Commander Curt Brown, Pilot Steve Lindsey and Payload Specialist John Glenn took a few minutes break from the research work to provide a status on the mission thus far, with Glenn describing his adaptation to weightlessness and the views of Earth from Discovery. Early this afternoon, the crew released the Petite Amateur Naval Satellite, or PANSAT, which is now trailing Discovery by about 27 miles, increasing that distance by about 9 miles with each orbit. PANSAT, developed by the Naval Postgraduate School in Monterey, California, will remain in orbit and test innovative technologies to capture and transmit radio signals that normally would be lost because the original signals were too weak or contained too much interference.
Mission Specialists Steve Robinson and Scott Parazynski unstowed and checked out Discovery's 50-foot long robot arm, finding everything in good condition and ready for Sunday's scheduled deployment of the SPARTAN solar science spacecraft.

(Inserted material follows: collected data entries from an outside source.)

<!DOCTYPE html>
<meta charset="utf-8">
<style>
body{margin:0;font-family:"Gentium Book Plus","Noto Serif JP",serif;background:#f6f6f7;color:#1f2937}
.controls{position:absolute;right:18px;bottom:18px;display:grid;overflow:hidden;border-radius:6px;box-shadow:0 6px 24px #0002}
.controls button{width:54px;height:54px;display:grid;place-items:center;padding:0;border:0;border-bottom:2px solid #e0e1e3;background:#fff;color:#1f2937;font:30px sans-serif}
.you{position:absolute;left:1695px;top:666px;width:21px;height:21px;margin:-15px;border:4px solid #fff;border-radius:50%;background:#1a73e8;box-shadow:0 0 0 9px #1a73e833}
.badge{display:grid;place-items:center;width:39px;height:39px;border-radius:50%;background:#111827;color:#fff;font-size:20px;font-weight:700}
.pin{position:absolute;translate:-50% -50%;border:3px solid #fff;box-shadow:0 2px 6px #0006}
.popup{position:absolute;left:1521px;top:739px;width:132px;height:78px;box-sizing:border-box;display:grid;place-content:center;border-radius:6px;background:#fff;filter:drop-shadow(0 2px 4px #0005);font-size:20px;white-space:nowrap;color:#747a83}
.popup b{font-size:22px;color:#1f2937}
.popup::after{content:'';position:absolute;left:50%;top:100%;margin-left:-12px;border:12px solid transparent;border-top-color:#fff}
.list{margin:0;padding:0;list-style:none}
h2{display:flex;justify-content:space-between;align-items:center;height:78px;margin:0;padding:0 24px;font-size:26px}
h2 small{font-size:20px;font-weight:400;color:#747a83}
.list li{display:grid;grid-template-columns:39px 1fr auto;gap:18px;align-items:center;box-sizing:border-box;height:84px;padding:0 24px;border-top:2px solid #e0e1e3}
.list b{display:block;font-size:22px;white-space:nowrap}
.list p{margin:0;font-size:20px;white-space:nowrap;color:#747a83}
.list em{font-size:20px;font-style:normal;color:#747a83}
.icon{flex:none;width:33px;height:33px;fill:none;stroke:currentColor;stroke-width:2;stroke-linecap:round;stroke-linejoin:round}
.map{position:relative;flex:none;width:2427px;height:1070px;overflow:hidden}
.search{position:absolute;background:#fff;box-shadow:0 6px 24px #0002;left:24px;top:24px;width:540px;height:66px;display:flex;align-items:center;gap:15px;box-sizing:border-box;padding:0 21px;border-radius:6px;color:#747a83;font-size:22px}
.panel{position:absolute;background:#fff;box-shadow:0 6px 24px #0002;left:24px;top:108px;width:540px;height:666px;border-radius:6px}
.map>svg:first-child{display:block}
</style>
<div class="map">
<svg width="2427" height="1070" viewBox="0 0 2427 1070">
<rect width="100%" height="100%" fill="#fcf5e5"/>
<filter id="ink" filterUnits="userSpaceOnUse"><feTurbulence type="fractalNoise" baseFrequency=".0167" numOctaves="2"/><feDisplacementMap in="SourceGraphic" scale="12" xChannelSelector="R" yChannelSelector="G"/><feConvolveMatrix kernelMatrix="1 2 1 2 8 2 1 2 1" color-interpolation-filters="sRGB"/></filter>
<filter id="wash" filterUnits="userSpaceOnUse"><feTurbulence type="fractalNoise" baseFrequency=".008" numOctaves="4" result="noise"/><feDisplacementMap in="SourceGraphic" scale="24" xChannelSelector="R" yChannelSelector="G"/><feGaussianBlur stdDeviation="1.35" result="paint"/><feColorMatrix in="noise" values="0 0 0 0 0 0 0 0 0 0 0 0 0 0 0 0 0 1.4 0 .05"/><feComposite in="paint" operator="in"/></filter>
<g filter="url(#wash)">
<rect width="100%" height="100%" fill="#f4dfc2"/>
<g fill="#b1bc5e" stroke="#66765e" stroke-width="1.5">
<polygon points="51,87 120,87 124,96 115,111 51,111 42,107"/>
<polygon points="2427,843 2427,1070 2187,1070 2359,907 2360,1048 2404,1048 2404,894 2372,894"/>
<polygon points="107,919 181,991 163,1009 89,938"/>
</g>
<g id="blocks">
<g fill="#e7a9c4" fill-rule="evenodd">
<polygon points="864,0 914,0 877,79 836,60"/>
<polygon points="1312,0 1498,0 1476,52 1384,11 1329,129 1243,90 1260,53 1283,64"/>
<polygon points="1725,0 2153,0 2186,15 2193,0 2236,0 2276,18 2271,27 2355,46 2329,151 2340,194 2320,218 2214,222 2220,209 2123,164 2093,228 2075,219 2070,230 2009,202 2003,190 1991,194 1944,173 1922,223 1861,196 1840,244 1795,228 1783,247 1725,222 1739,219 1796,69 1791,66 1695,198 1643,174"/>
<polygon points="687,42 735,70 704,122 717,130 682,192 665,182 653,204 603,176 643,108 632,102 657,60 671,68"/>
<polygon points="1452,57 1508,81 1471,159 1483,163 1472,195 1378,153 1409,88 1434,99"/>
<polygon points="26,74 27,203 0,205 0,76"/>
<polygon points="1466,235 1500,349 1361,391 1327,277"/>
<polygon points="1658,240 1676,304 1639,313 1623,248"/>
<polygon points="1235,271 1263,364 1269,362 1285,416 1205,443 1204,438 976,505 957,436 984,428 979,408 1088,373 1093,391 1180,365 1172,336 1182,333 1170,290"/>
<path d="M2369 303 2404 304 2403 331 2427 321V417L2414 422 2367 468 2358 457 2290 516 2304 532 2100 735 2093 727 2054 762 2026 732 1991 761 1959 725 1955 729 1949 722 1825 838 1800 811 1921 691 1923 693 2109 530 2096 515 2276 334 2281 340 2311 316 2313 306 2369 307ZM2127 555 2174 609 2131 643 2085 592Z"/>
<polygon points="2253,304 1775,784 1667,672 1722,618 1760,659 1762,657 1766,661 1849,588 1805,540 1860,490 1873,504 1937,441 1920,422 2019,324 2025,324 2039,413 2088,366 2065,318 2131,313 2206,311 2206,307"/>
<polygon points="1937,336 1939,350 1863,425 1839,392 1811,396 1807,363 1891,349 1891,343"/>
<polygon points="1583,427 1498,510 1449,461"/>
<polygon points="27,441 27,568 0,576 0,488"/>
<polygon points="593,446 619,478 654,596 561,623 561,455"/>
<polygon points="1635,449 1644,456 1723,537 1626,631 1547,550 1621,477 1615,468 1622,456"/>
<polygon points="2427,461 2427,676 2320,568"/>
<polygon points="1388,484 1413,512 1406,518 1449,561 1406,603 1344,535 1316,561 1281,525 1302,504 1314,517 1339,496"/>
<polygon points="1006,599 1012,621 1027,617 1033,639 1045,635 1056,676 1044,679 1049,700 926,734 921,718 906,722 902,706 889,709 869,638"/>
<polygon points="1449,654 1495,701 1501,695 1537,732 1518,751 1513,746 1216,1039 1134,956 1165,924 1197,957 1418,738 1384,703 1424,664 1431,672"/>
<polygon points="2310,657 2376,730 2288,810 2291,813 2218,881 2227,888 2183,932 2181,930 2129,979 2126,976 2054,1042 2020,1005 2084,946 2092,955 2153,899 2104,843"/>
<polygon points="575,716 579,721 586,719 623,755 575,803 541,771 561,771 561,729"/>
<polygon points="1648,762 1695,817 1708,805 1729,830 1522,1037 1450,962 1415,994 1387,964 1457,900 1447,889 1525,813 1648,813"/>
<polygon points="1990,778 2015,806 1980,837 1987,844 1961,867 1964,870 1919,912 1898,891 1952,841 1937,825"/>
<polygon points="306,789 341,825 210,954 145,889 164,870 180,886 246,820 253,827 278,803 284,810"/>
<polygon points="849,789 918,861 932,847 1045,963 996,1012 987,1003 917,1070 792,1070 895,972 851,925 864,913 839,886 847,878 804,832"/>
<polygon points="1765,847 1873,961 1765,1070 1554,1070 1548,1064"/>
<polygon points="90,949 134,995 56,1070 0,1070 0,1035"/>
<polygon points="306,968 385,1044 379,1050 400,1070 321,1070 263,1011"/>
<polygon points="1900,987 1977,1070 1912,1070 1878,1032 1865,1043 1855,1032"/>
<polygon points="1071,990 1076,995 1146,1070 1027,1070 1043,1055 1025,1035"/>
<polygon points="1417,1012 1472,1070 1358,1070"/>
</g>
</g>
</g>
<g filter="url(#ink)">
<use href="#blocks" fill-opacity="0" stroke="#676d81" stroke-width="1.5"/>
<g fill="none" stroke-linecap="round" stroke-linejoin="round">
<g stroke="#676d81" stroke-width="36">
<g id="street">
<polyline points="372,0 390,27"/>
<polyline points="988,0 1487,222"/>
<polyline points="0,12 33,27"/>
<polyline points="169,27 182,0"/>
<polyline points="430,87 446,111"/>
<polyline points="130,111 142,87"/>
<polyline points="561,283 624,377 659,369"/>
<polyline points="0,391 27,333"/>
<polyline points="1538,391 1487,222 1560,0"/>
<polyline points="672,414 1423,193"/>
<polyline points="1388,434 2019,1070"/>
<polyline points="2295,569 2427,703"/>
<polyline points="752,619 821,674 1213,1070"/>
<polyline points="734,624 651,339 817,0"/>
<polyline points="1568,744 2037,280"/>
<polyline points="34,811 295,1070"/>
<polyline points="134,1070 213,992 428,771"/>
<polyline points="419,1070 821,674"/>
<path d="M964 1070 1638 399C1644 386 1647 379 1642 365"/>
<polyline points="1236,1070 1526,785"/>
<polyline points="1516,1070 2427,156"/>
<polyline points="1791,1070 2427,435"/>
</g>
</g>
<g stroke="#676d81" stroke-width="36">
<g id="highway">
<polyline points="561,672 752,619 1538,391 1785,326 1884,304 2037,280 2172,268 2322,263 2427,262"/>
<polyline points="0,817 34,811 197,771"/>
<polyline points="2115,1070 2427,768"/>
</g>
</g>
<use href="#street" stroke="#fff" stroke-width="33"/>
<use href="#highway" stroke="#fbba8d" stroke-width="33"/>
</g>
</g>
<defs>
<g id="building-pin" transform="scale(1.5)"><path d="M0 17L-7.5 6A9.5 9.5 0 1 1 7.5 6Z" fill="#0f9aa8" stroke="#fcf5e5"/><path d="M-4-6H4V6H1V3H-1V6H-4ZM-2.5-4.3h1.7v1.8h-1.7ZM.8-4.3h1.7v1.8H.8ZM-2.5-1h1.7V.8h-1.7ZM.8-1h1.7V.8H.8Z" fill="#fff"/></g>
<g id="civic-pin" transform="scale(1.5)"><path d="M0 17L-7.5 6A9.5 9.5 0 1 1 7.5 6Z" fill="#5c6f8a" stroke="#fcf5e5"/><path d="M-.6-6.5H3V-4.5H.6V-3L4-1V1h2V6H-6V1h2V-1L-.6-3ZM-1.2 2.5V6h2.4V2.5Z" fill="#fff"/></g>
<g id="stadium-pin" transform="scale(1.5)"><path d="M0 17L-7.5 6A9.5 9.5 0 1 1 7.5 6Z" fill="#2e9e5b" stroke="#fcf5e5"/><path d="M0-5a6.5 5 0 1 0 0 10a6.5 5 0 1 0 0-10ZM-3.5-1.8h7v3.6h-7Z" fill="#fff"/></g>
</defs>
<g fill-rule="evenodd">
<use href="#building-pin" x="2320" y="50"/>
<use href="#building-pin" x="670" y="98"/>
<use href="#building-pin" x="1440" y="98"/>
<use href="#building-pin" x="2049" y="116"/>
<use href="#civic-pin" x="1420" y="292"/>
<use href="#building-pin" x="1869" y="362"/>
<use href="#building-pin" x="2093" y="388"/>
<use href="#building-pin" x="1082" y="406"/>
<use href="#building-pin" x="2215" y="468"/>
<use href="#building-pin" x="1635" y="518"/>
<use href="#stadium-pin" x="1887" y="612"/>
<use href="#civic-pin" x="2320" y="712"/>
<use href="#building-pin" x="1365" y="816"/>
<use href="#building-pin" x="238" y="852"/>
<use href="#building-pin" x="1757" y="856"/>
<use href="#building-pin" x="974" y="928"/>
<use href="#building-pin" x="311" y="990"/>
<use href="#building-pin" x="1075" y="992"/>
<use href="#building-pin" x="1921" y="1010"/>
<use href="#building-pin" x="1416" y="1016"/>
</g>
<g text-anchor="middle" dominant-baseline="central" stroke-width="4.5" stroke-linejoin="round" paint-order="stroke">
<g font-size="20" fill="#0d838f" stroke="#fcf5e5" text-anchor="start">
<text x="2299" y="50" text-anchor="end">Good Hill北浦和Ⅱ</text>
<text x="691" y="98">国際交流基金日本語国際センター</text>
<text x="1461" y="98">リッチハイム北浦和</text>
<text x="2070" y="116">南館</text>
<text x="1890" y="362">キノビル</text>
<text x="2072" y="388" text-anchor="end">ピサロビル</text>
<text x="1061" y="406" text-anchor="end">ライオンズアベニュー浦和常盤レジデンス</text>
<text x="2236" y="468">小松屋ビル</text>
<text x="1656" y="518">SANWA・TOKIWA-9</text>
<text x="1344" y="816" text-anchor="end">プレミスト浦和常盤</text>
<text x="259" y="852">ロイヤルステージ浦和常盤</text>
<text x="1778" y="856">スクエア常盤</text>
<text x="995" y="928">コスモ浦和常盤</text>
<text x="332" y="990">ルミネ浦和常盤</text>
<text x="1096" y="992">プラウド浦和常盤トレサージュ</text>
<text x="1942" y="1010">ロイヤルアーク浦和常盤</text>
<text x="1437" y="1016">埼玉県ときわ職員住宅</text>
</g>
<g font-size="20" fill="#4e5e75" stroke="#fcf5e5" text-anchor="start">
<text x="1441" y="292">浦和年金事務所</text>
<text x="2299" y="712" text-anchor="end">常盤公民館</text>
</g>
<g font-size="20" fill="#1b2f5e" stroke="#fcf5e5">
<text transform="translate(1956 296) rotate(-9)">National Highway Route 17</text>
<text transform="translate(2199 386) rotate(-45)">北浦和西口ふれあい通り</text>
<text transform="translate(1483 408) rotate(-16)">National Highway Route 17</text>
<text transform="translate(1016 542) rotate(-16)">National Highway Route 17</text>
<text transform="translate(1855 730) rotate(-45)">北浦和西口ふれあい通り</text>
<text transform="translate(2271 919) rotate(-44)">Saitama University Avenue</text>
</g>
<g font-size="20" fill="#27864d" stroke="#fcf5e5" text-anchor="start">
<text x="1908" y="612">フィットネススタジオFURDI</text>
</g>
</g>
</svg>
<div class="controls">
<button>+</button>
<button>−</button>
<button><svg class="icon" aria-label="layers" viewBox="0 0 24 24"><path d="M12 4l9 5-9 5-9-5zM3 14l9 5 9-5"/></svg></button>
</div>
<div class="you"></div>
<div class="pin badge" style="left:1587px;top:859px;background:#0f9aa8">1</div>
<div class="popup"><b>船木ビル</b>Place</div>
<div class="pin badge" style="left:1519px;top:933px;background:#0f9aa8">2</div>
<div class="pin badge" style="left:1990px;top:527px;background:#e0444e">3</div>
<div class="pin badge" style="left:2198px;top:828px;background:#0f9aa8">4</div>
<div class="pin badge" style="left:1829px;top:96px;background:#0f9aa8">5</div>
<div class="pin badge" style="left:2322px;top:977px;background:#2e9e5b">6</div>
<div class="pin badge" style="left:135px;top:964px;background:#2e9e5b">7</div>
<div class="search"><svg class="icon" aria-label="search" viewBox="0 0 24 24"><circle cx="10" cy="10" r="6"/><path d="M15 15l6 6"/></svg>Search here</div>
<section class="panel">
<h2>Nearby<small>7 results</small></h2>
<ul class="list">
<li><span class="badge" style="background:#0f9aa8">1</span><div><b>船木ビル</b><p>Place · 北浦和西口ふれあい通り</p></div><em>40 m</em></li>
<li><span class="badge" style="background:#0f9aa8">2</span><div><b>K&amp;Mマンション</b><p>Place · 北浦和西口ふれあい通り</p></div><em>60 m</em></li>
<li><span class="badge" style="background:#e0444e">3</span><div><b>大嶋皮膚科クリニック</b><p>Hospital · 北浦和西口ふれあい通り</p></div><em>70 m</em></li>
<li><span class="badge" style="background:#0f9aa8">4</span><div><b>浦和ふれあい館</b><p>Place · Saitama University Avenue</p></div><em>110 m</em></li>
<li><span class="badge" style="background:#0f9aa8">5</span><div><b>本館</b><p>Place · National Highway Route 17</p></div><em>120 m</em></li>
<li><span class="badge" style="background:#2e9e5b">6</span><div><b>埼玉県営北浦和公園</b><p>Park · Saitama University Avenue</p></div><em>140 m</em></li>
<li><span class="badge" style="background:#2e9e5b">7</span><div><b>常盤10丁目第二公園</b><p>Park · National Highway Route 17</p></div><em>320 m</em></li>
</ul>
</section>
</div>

Robinson and Parazynski also surveyed the exterior of Discovery, observing a small piece of loose insulation on the left rear of the spacecraft. The loose insulation poses no problems for the Shuttle. The crew also used the arm to test a new wireless camera technology that can be used with reflectors in the cargo bay to develop a system that may lead to a new alignment aid for arm operators.
The crew will begin an eight-hour sleep period at about 11:10 p.m. and awaken at 7:10 a.m. Central time on Saturday to begin day three of the mission. Discovery is orbiting at an altitude of 349 statute miles by 340 statute miles, circling the Earth once every one hour, 35 minutes and 54 seconds.